# DATASET CONTENT:
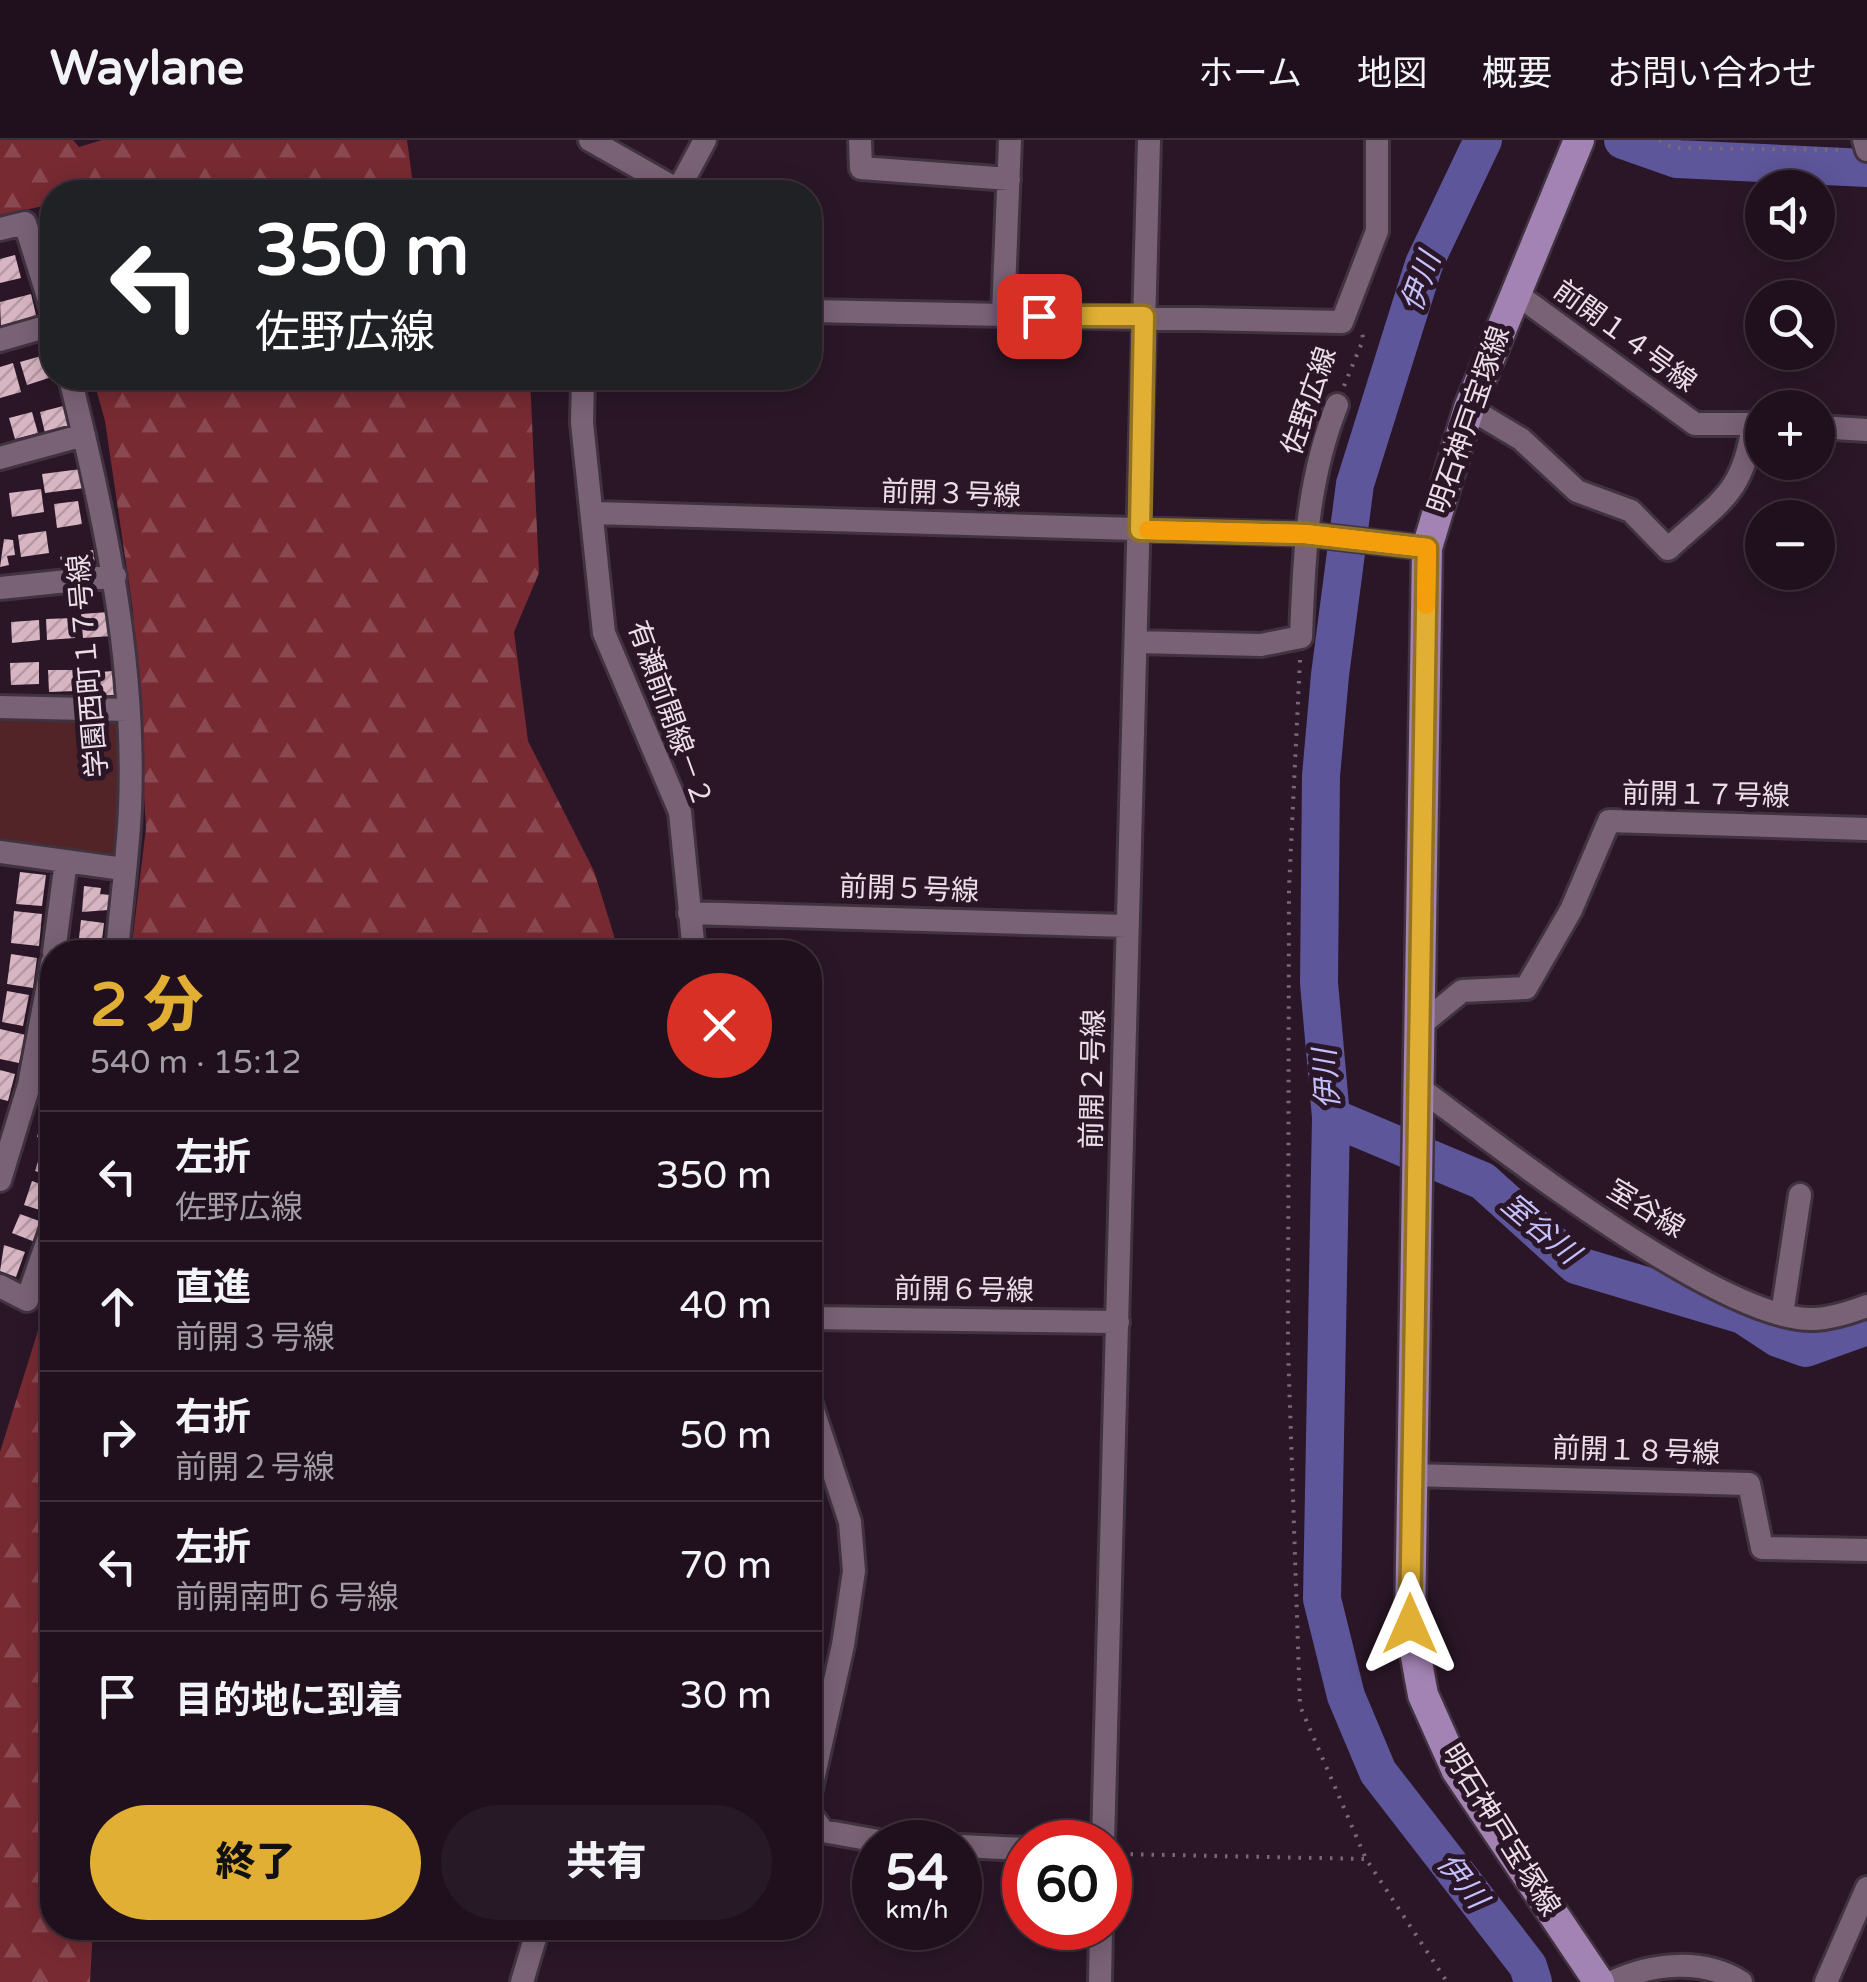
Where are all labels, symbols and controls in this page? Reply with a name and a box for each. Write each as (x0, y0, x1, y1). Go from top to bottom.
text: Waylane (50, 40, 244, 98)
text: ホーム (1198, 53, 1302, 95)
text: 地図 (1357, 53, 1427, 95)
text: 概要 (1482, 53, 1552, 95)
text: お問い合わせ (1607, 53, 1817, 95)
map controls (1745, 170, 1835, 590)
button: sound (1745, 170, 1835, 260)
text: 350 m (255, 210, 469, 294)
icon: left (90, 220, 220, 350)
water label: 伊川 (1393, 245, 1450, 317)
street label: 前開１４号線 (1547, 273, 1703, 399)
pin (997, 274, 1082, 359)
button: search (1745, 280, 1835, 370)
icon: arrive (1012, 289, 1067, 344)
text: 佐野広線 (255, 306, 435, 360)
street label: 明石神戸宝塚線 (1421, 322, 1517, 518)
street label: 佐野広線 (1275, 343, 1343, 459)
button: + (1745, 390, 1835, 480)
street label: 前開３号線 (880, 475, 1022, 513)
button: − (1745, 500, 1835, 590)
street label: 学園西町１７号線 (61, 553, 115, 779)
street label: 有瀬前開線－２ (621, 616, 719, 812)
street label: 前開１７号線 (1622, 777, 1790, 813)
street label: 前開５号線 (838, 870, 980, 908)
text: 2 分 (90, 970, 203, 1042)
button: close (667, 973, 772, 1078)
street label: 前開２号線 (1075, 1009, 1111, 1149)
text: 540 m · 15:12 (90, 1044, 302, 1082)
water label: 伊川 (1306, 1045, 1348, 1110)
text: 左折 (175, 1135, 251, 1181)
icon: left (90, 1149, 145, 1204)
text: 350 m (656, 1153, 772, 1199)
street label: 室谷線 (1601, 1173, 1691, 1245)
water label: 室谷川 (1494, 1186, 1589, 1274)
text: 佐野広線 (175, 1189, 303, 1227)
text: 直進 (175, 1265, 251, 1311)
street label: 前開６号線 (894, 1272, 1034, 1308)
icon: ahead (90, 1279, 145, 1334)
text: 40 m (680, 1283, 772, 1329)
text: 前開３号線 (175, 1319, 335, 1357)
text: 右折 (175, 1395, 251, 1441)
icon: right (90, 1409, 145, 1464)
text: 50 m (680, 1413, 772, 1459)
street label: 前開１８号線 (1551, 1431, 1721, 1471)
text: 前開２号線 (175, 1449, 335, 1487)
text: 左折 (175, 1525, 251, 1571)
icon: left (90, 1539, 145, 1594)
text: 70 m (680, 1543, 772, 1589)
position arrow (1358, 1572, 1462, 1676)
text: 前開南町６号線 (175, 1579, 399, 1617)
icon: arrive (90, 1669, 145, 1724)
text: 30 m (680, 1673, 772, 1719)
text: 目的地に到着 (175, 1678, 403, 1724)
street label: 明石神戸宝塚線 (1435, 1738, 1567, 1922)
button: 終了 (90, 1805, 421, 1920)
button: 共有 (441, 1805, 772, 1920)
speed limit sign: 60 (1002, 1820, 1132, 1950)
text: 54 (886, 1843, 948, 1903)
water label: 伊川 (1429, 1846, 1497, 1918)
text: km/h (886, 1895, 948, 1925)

# TASK OBJECTIVE:
Give back the entries above exactly as they stand. Leave the images out.

# RESPONSE BELOW:
Where are all labels, symbols and controls in this page? Reply with a name and a box for each. Write each as (x0, y0, x1, y1). Go from top to bottom.
text: Waylane (50, 40, 244, 98)
text: ホーム (1198, 53, 1302, 95)
text: 地図 (1357, 53, 1427, 95)
text: 概要 (1482, 53, 1552, 95)
text: お問い合わせ (1607, 53, 1817, 95)
map controls (1745, 170, 1835, 590)
button: sound (1745, 170, 1835, 260)
text: 350 m (255, 210, 469, 294)
icon: left (90, 220, 220, 350)
water label: 伊川 (1393, 245, 1450, 317)
street label: 前開１４号線 (1547, 273, 1703, 399)
pin (997, 274, 1082, 359)
button: search (1745, 280, 1835, 370)
icon: arrive (1012, 289, 1067, 344)
text: 佐野広線 (255, 306, 435, 360)
street label: 明石神戸宝塚線 (1421, 322, 1517, 518)
street label: 佐野広線 (1275, 343, 1343, 459)
button: + (1745, 390, 1835, 480)
street label: 前開３号線 (880, 475, 1022, 513)
button: − (1745, 500, 1835, 590)
street label: 学園西町１７号線 (61, 553, 115, 779)
street label: 有瀬前開線－２ (621, 616, 719, 812)
street label: 前開１７号線 (1622, 777, 1790, 813)
street label: 前開５号線 (838, 870, 980, 908)
text: 2 分 (90, 970, 203, 1042)
button: close (667, 973, 772, 1078)
street label: 前開２号線 (1075, 1009, 1111, 1149)
text: 540 m · 15:12 (90, 1044, 302, 1082)
water label: 伊川 (1306, 1045, 1348, 1110)
text: 左折 (175, 1135, 251, 1181)
icon: left (90, 1149, 145, 1204)
text: 350 m (656, 1153, 772, 1199)
street label: 室谷線 (1601, 1173, 1691, 1245)
water label: 室谷川 (1494, 1186, 1589, 1274)
text: 佐野広線 (175, 1189, 303, 1227)
text: 直進 (175, 1265, 251, 1311)
street label: 前開６号線 (894, 1272, 1034, 1308)
icon: ahead (90, 1279, 145, 1334)
text: 40 m (680, 1283, 772, 1329)
text: 前開３号線 (175, 1319, 335, 1357)
text: 右折 (175, 1395, 251, 1441)
icon: right (90, 1409, 145, 1464)
text: 50 m (680, 1413, 772, 1459)
street label: 前開１８号線 (1551, 1431, 1721, 1471)
text: 前開２号線 (175, 1449, 335, 1487)
text: 左折 (175, 1525, 251, 1571)
icon: left (90, 1539, 145, 1594)
text: 70 m (680, 1543, 772, 1589)
position arrow (1358, 1572, 1462, 1676)
text: 前開南町６号線 (175, 1579, 399, 1617)
icon: arrive (90, 1669, 145, 1724)
text: 30 m (680, 1673, 772, 1719)
text: 目的地に到着 (175, 1678, 403, 1724)
street label: 明石神戸宝塚線 (1435, 1738, 1567, 1922)
button: 終了 (90, 1805, 421, 1920)
button: 共有 (441, 1805, 772, 1920)
speed limit sign: 60 (1002, 1820, 1132, 1950)
text: 54 (886, 1843, 948, 1903)
water label: 伊川 (1429, 1846, 1497, 1918)
text: km/h (886, 1895, 948, 1925)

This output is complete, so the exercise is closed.